Key Insights: Mark discusses the feasibility of doubling their mortgage payments, affirming that financially, they can manage this step. However, he advises them to consider the impact on their cash flow and future financial flexibility. The decision should align with their personal goals and lifestyle preferences, recognizing that increased mortgage obligations may limit their ability to save for other priorities.
Notable Quote:
"How do you feel about having less optionality on your cash flow?"
— Mark [12:17]
Conclusion and Final Thoughts
Throughout the episode, Jill and Mark provide tailored advice, emphasizing the importance of personalized financial planning. They encourage listeners to consider both the immediate and long-term implications of their financial decisions, advocating for a balanced approach that aligns with individual life goals and circumstances.
Closing Advice:
"Life is short, my friends. Life is short."
— Mark [13:12]
Listeners are invited to engage further by submitting their questions via the show's website, jillonmoney.com, where they can also explore additional resources, blogs, and videos to support their financial journey.
Key Takeaways:
- Assess Personal Circumstances: Financial decisions should reflect individual health, income, and life plans.

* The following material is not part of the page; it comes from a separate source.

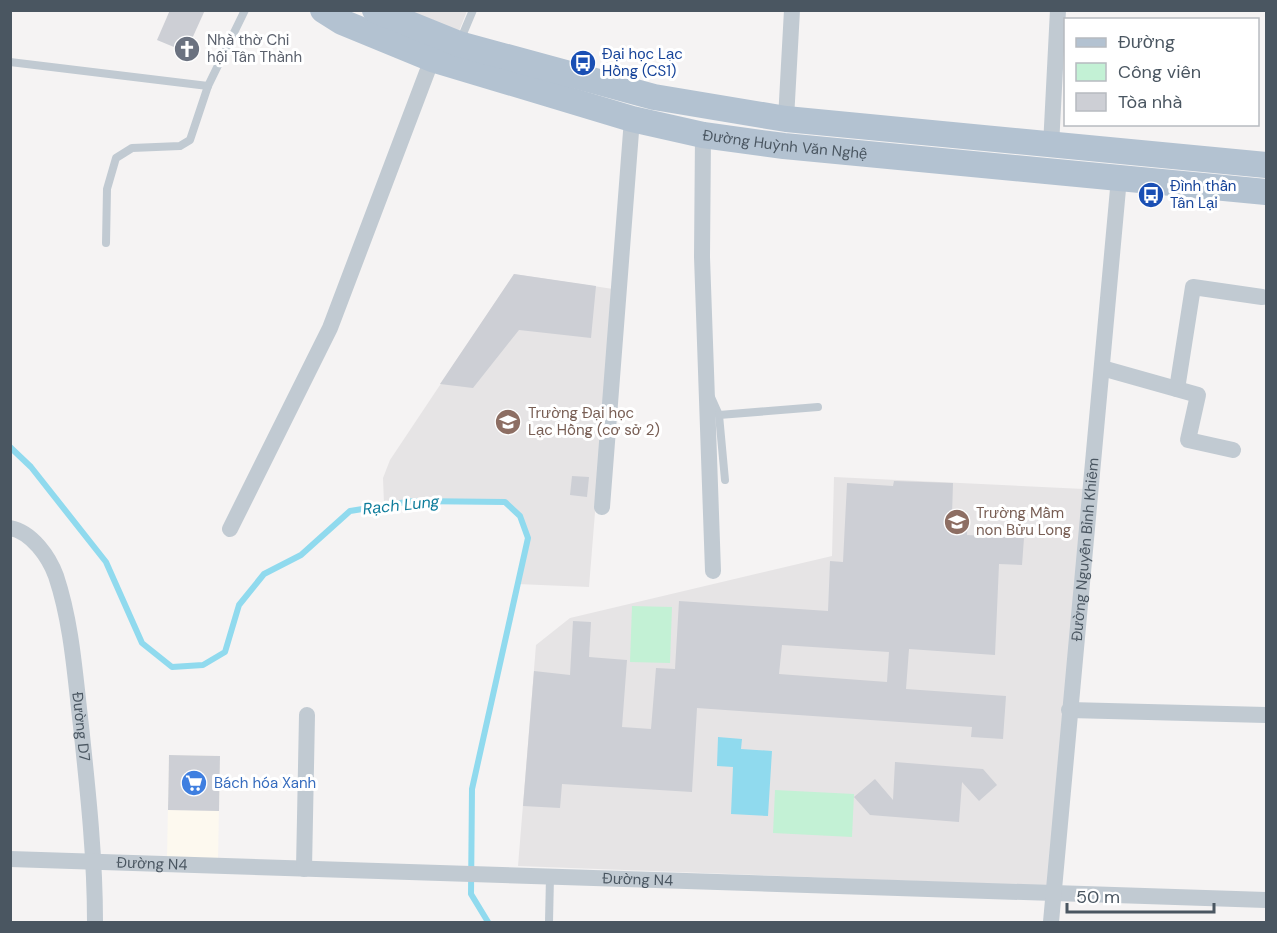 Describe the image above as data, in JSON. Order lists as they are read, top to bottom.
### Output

- Collaborative Planning: Involving partners in financial decisions can optimize resource utilization.
- Flexibility in Saving Strategies: Adapting savings methods based on age and financial goals is crucial.
- Evaluate Cash Flow Impact: Significant financial commitments require careful consideration of future financial flexibility.
By addressing diverse financial scenarios, this episode equips listeners with the knowledge to make informed decisions about upgrading their homes and managing their financial health effectively.